The Wall Street Journal

Wall Street Journal reporter Ryan Dezember visited Prof. Desiree Plata’s lab to learn more about her group’s work developing a new tool to help address climate change. Plata and her colleagues “soaked an odor-eating clay used in cat boxes in a copper solution to create a compound that they say snatches methane from passing air and turns it into carbon dioxide, a much less harmful greenhouse gas.” The new technique has the “potential to greatly reduce the amount of methane in the atmosphere and slow warming temperatures on the planet.”

Gizmodo

Researchers at MIT have built a highly efficient thermophotovoltaic cell that converts incoming photons to electricity, reports Kevin Hurler for Gizmodo. “We developed this technology—thermal batteries—because storing energy as heat rather than storing it electrochemically is 10 to 100 times cheaper," explains Prof. Asegun Henry. 

The Boston Globe

Graduate student and violinist Lily Tsai recently performed in a benefit concert for the Newton Food Pantry and Community Freedge, raising over $1,000, reports Charlotte Howard for The Boston Globe. “Everywhere you go there are going to be people who love to play and give back to the community and bring joy through music,” Tsai said.

Science

Science reporter Jocelyn Kaiser spotlights Prof. Kristala Prather’s work as a scout for a new funding program that will provide her the opportunity to identify “colleagues with an intriguing research idea so embryonic it has no chance of surviving traditional peer review—and, on her own, decide to provide some funding.” Says Prather: “I’m looking forward to giving it a try. I’m a people person, and I like learning new things.”

Popular Science

In honor of Popular Science’s 150th year, reporter Bill Gourgey highlights Prof.
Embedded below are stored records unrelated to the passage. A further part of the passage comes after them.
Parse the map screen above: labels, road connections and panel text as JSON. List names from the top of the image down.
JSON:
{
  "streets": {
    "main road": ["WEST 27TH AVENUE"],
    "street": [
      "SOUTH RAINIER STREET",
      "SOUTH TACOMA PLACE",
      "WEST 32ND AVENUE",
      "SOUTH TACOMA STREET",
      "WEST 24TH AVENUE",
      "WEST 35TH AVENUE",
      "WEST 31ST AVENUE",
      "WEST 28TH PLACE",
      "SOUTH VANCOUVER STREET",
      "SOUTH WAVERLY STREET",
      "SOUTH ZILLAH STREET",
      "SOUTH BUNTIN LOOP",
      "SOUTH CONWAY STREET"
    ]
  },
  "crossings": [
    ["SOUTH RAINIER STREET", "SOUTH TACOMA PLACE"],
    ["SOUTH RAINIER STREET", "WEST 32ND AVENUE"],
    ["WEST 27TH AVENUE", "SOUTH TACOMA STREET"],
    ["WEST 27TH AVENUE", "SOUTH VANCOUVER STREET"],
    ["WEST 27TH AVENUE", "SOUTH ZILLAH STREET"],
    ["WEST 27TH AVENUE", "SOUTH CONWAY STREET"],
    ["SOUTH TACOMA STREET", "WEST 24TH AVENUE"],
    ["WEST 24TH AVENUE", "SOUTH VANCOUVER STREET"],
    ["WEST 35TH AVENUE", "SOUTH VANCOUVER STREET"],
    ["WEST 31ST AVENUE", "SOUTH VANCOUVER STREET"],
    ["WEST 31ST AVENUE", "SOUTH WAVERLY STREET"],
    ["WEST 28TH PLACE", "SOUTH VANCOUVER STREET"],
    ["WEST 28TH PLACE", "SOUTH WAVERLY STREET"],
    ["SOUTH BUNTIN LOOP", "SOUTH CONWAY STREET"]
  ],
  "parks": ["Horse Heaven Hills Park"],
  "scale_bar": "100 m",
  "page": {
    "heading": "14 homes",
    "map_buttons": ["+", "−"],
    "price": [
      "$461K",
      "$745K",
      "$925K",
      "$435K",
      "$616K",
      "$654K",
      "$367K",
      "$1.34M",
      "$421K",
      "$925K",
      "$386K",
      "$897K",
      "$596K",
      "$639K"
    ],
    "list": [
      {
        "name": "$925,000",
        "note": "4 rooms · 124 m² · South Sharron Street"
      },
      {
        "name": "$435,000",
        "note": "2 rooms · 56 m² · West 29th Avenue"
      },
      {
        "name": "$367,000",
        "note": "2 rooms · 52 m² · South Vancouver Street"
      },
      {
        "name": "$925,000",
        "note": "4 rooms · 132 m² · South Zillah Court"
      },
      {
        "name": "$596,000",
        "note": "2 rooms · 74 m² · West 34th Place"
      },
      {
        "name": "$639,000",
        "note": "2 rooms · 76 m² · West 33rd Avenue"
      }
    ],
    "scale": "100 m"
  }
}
Mark Drela and John Langford ’79, MA ’84, PhD ’87 for their work in crafting Perseus, a robotic data-gathering drone used to ply Earth’s polar vortex in July 1992.

The Boston Globe

Julie Chen ’86, SM ’88, PhD ’91 has been named the next chancellor of UMass Lowell, reports Shirley Leung for The Boston Globe. “With three degrees from the Massachusetts Institute of Technology, she has been a fixture on campus for 25 years,” writes Leung. “Chen is considered one of the region’s leading experts in nanotechnology, earning her the nickname ‘nanoqueen’ in a field that builds structures and devices working at an atomic scale.”

Forbes

Forbes reporter Trond Arne Undheim spotlights the “Manufacturing at MIT Symposium: 2022 and Beyond” conference. “MIT appears to be renewing its manufacturing research and innovation efforts at a pivotal time, with a four-fold focus on technology, workforce development, policy efforts and innovation,” writes Undheim.

Associated Press

Julie Chen '86, SM '88, PhD '91 has been named the next chancellor of UMass Lowell, reports the AP. “I am honored to be selected by President Meehan and the board of trustees as the university’s next chancellor, and I’m excited to work with our great faculty, staff, supporters and partners to provide growing numbers of students with this UMass Lowell advantage in the years ahead,” said Chen.